- Directed by: James Algar
- Written by: Lawrence Edward Watkin Ted Sears
- Produced by: Walt Disney
- Narrated by: Winston Hibler
- Cinematography: Alfred Milotte
- Edited by: Norman R. Palmer
- Music by: Paul Smith
- Production company: Walt Disney Productions
- Distributed by: RKO Radio Pictures
- Release date: July 19, 1950;
- Running time: 32 minutes
- Country: United States
- Language: English

= In Beaver Valley =

1950 film

In Beaver Valley is a 1950 American short documentary film directed by James Algar. and written by Lawrence Edward Watkin and Ted Sears. It was produced by Walt Disney as part of the True-Life Adventures series of nature documentaries.

== Plot ==
The short takes place in the mountainy West of the United States Of America. Despite the name, it is actually varied in the coverage of the nature, unlike The Olympic Elk. It then briefly focuses on a male beaver who lives a nomadic lifestyle. Making dens and hunting for food. We eventually then focus on wildlife such as birds. Eventually, the fierce lurking predator of the coyote appears. After a bit we see an American Black Bear who eats some fish. Meanwhile the beaver has met a female and had a young male, being the main breadwinner from then on.

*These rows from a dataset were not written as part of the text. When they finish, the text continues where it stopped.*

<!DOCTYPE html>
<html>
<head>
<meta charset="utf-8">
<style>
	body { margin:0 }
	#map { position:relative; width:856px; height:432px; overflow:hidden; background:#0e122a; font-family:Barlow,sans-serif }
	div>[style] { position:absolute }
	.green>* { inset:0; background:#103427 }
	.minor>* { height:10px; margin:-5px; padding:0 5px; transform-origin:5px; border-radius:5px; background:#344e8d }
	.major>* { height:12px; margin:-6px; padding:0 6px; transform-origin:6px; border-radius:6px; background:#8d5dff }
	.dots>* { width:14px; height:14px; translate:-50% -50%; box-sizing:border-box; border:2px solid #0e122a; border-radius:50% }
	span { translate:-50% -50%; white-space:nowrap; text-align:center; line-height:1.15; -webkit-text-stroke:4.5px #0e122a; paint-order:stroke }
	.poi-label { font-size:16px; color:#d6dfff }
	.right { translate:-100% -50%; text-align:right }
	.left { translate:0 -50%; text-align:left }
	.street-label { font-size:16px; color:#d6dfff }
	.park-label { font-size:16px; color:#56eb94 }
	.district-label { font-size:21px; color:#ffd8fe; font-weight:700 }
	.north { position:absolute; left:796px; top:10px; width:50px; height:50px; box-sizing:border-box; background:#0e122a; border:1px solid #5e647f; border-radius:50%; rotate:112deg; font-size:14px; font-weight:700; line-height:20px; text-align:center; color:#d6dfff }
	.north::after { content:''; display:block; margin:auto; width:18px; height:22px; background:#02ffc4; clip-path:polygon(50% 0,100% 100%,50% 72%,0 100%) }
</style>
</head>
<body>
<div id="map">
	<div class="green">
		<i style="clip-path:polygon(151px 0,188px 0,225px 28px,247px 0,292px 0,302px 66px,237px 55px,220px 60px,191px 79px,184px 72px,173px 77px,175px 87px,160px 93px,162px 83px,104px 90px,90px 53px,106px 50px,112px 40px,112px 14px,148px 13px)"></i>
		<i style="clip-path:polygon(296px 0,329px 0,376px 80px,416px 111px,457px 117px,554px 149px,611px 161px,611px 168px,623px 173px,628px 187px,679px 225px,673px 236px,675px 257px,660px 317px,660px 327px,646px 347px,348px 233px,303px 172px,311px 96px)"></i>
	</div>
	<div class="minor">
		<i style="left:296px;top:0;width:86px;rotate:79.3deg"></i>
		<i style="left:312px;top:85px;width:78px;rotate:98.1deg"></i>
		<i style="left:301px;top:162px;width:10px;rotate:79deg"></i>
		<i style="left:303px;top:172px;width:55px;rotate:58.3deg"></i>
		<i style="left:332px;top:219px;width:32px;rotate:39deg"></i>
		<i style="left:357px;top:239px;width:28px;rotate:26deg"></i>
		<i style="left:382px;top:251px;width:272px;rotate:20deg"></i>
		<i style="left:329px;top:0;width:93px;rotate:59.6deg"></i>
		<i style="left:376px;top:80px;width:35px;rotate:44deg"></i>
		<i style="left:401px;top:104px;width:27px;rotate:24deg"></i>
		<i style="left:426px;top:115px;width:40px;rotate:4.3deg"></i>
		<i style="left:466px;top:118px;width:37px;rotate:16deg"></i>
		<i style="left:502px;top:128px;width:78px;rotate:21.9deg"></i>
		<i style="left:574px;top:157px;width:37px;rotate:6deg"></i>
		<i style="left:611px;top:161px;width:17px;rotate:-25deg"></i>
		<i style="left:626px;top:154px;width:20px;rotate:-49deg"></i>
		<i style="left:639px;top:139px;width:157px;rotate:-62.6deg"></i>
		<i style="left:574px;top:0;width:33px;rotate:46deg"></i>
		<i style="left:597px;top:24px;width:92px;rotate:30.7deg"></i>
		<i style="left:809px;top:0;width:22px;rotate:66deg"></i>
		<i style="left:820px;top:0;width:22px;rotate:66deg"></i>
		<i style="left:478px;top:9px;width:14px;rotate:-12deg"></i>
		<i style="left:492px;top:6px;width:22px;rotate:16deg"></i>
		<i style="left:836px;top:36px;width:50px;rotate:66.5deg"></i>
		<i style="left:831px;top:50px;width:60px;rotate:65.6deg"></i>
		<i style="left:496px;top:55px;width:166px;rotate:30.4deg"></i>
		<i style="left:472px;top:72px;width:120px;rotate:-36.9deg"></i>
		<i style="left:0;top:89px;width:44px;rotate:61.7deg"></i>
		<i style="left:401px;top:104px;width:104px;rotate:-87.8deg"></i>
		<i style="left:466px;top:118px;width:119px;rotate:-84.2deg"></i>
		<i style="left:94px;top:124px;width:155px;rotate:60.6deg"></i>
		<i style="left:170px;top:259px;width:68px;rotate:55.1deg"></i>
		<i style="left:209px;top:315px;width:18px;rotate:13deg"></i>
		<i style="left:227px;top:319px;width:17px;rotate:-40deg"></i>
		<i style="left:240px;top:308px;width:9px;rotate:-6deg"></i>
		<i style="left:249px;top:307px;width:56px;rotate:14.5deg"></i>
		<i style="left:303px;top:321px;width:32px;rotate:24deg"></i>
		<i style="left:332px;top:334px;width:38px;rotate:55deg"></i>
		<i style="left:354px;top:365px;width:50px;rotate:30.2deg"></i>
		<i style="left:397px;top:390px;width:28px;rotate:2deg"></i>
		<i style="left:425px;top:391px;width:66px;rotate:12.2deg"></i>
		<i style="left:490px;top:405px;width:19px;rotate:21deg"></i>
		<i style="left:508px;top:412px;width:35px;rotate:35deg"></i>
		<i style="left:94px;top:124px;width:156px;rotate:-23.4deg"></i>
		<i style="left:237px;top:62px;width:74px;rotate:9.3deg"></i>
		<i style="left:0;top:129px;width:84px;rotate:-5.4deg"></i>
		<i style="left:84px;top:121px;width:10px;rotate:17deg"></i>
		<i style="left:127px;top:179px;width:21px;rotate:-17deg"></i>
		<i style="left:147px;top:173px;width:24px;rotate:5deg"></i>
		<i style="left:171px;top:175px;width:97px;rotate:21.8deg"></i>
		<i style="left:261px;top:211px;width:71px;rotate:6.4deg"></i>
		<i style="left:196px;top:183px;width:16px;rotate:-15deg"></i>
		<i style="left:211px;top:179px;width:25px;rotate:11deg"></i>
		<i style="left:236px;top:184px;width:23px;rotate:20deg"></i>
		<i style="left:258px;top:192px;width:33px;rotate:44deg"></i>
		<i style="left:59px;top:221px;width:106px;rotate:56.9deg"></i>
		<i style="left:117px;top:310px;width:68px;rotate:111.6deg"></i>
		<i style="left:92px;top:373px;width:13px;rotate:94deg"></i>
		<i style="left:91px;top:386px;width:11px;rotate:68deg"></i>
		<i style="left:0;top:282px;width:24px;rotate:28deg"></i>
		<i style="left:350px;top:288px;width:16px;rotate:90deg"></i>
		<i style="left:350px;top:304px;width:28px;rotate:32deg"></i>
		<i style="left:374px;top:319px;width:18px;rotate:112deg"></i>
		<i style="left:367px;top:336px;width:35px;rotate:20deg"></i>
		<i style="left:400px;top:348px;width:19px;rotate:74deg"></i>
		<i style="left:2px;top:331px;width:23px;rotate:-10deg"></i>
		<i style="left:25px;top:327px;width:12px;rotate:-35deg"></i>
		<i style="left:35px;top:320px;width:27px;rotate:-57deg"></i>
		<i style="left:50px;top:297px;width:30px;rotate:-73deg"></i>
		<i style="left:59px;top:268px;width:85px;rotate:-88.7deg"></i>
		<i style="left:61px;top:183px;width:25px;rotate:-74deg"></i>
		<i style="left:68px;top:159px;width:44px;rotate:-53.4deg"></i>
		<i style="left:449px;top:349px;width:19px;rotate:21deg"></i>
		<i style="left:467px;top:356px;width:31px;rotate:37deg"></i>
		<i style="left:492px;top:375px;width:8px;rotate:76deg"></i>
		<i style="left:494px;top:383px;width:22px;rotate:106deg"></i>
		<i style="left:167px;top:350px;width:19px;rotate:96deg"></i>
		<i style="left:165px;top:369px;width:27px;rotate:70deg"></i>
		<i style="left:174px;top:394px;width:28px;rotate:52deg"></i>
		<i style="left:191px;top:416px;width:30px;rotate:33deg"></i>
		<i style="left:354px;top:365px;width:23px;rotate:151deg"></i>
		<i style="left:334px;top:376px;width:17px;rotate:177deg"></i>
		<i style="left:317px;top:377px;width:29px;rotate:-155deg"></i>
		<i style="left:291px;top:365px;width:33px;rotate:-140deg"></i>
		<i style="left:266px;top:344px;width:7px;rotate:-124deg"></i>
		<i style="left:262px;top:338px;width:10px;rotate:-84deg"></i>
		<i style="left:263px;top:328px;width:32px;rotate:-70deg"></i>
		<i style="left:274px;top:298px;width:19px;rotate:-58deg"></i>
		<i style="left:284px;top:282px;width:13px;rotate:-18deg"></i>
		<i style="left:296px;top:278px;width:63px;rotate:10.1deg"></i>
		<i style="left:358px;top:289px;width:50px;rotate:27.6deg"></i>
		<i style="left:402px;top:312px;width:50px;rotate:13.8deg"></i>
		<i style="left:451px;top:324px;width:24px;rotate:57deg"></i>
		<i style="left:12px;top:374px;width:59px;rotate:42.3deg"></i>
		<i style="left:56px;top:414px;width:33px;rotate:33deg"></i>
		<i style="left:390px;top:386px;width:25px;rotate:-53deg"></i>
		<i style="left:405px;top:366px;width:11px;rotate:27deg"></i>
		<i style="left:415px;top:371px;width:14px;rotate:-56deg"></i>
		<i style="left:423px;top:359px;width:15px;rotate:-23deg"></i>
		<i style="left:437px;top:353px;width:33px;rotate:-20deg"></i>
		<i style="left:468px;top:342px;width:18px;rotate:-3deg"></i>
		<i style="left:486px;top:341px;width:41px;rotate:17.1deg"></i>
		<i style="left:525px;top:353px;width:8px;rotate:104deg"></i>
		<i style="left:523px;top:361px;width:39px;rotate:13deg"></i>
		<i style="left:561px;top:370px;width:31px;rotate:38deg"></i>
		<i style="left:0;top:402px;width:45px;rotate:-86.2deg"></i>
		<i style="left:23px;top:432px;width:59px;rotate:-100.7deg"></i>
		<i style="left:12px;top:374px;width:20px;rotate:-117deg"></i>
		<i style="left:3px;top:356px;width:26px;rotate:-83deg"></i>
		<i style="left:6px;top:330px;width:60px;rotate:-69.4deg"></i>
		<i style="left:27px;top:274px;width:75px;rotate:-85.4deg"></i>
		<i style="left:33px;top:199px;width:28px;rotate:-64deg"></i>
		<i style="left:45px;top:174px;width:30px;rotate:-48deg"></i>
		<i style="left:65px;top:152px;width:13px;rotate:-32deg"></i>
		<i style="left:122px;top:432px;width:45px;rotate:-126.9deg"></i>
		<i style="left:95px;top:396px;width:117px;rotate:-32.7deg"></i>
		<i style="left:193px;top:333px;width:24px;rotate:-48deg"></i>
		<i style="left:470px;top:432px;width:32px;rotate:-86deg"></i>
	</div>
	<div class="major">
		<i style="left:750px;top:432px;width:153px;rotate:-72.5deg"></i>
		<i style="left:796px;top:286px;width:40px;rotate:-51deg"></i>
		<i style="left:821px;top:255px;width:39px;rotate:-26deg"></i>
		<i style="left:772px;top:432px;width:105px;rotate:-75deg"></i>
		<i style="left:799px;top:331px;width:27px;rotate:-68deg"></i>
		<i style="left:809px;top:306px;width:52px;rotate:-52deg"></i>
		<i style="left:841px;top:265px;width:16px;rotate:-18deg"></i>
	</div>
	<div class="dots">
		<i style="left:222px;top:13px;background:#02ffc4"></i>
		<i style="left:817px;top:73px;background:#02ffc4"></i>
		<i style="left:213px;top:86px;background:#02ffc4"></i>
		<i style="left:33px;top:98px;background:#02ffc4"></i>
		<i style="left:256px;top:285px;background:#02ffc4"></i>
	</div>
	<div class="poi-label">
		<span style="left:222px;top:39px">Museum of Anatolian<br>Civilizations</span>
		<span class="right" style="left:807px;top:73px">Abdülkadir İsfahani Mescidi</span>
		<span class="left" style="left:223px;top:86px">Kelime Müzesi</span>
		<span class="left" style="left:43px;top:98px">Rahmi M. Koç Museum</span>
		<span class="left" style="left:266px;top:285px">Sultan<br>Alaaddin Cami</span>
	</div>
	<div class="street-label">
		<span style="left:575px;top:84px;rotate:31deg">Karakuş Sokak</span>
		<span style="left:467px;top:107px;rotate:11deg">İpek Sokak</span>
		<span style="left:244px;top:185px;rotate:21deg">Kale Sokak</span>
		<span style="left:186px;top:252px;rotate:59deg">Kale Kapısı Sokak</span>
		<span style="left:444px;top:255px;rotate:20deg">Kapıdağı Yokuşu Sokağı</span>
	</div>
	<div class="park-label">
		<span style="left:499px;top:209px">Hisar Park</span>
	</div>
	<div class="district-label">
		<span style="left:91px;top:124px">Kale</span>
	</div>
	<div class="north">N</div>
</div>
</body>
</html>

By Winter, it is cold and while the youngster is walking, a bunch of Sea Otter slide down. Unfortunately for the beaver, the coyote has appeared waiting for his next meal, but the beaver successfully hides. He can now easily rest in hibernation. However, the coyote lurks, looking for another meal.

== Accolades ==
The film won an Oscar in 1951 for Best Short Subject (Two-Reel). At the 1st Berlin International Film Festival it won the Golden Bear (Documentaries) award.